Even after your company launches a new website, there comes a time when you may need to make some large changes on your website. When the message that you need to communicate changes, you don’t always need to take on a complete website redesign. Iterative web design may be a better option.

The issue, then, becomes how to change the website so that the user experience is not sacrificed. We knew we had a challenge when Virginia Urology told us that they needed some significant changes to their homepage. We share this case study with their consent.

This blog details how our team used analytical tools to make web design decisions so that the visitor’s experience was not disrupted. Using a click tracking tool and good web design principles, we refreshed their homepage without a drop-off in user experience.
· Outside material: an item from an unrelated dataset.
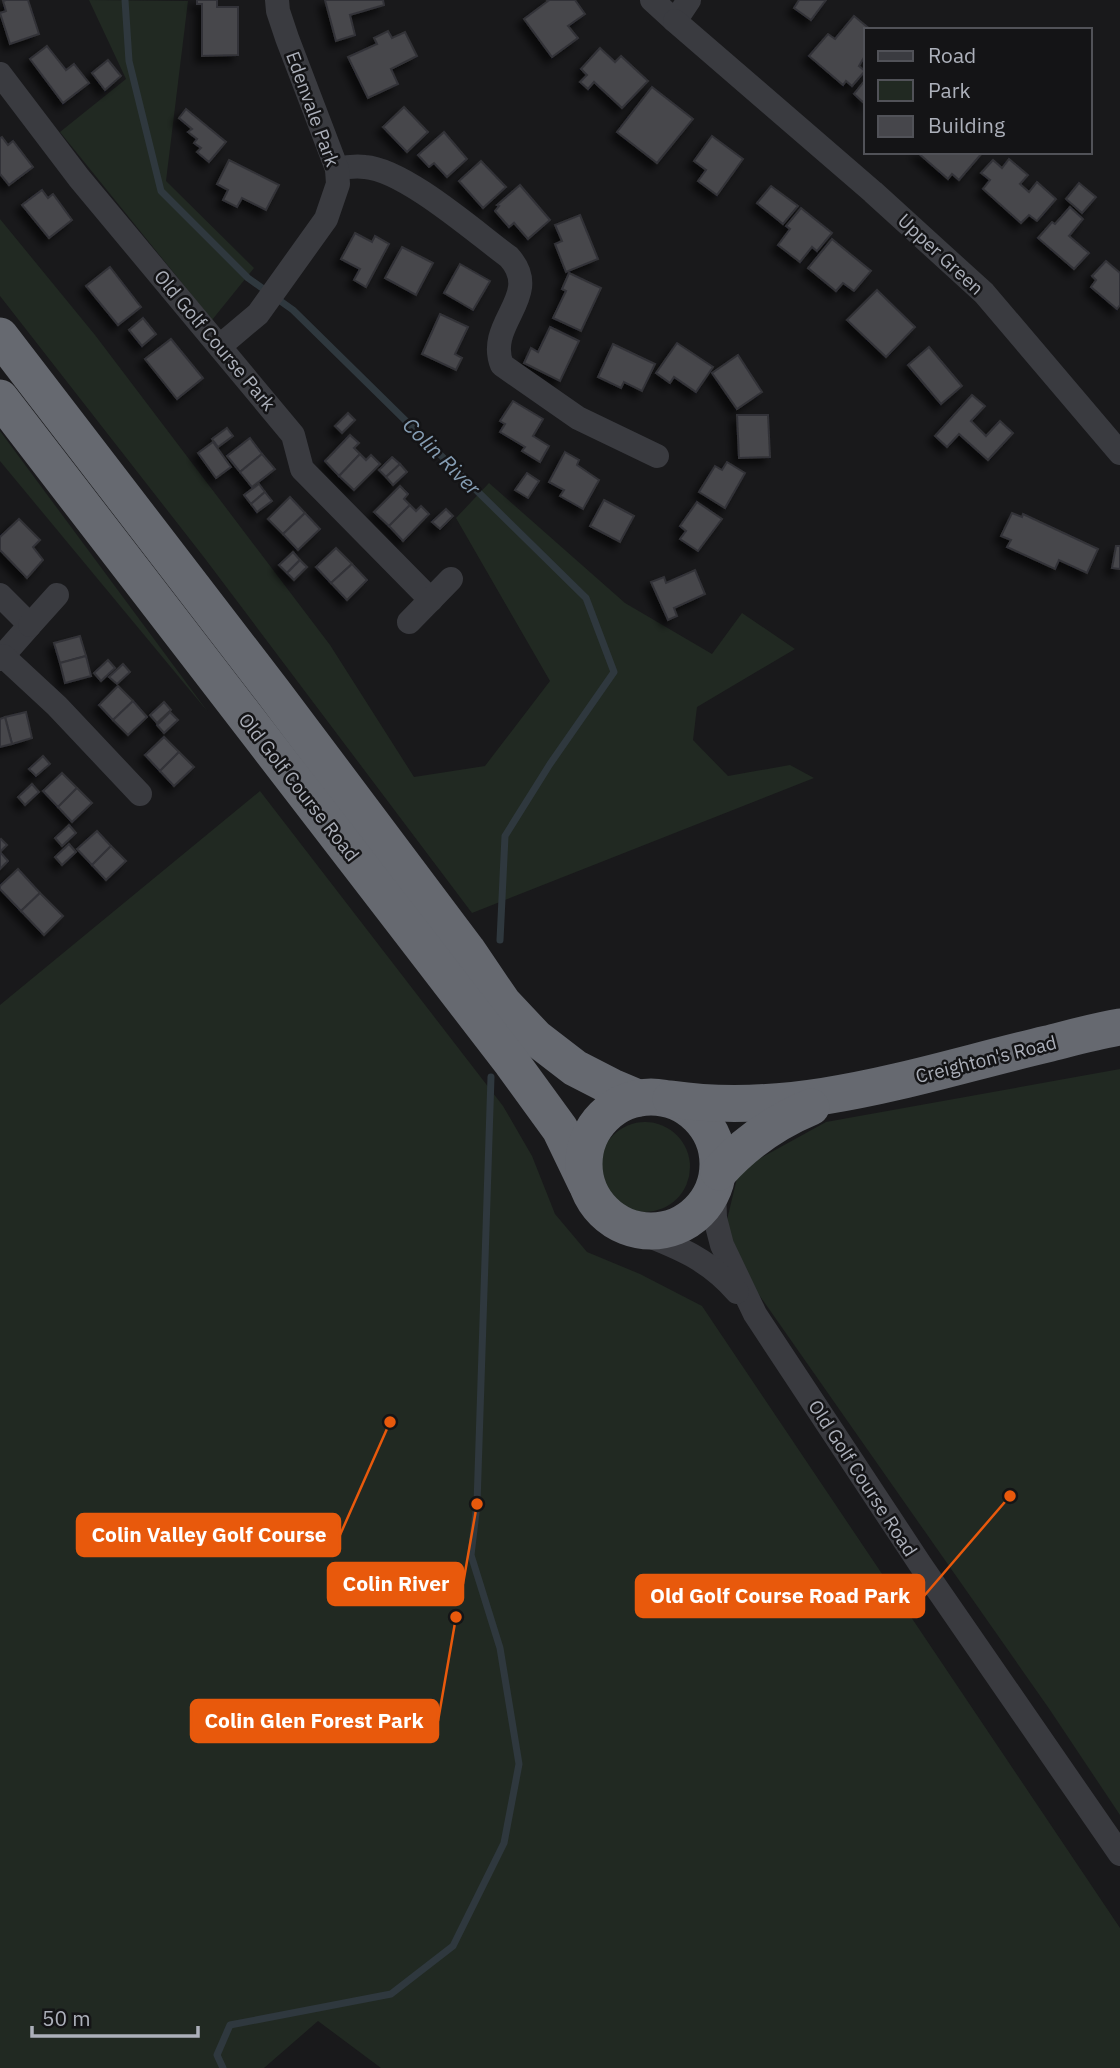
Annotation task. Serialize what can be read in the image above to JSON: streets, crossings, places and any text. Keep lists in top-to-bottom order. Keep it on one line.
{"streets":{"highway":["Old Golf Course Road","Creighton's Road"],"street":["Edenvale Park","Upper Green","Old Golf Course Park"]},"crossings":[["Edenvale Park","Old Golf Course Park"],["Old Golf Course Road","Creighton's Road"]],"water":["Colin River"],"places":["Colin Valley Golf Course","Old Golf Course Road Park","Colin River","Colin Glen Forest Park"],"legend":["Road","Park","Building"],"scale_bar":"50 m"}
We redesigned Virginia Urology’s website in 2009, and while it has served them well, it was time to freshen it up.

One of the items on their list was to make the “myVirginiaUrology” banner on the page larger and move it to a different spot. They were worried that no one was seeing the banner. They also requested removal of the "pre-registration" button, or change the “pre-registration” wording to "portal."

Making design decisions with analytics

In our analysis of these changes, a couple of questions surfaced:

  • Do we know that people aren’t seeing or clicking the banner?
  • Will people be confused with the new button wording ("portal")? Is this insider speak or do customers call it "the portal?"

We knew that we designed a strong call to action button (“pre-registration”) and we thought that it was both clear and clicked frequently. Given that a change was requested, though, we put it to the test.

We used a click tracking tool, measuring a period of 1,000 visits to the website. Below, you’ll see a heatmap of the old homepage. The lighter areas are areas where people clicked.

Virginia Urology heatmap This heatmap for the Virginia Urology homepage shows that people were in fact seeing the myVirginiaUrology button. It was the most-clicked area of the page.

As you can see, there’s a high concentration of clicks in the “myVirginiaUrology” banner. In fact, it was the most clicked area of the entire page, including any single item on the website’s top navigation bar. 19.1% of the clicks on the page were on the “myVirginiaUrology” banner, and you can see on the heatmap above that a majority of the clicks were directly on the “pre-register” button.

Our homepage redesign for Virginia Urology takes the data into account.

New Virginia Urology homepage

Key Takeaways

Don't let emotion or opinions govern the changes you make to your website. One of the biggest web design problems for companies is that they let the HiPPO (Highest Paid Person’s Opinion) dictate their website design decisions rather than their customers.

Use measurement tools whenever possible to make the design decisions for you. When you make a substantive change, always keep a backup of the original so if the new version isn’t as effective, you can "undo" those changes and start again.

Your Turn

  • How does your company make web design decisions? How do you ensure that they are good web design decisions?
  • What are your tactics for not letting HiPPOs dictate web design decisions?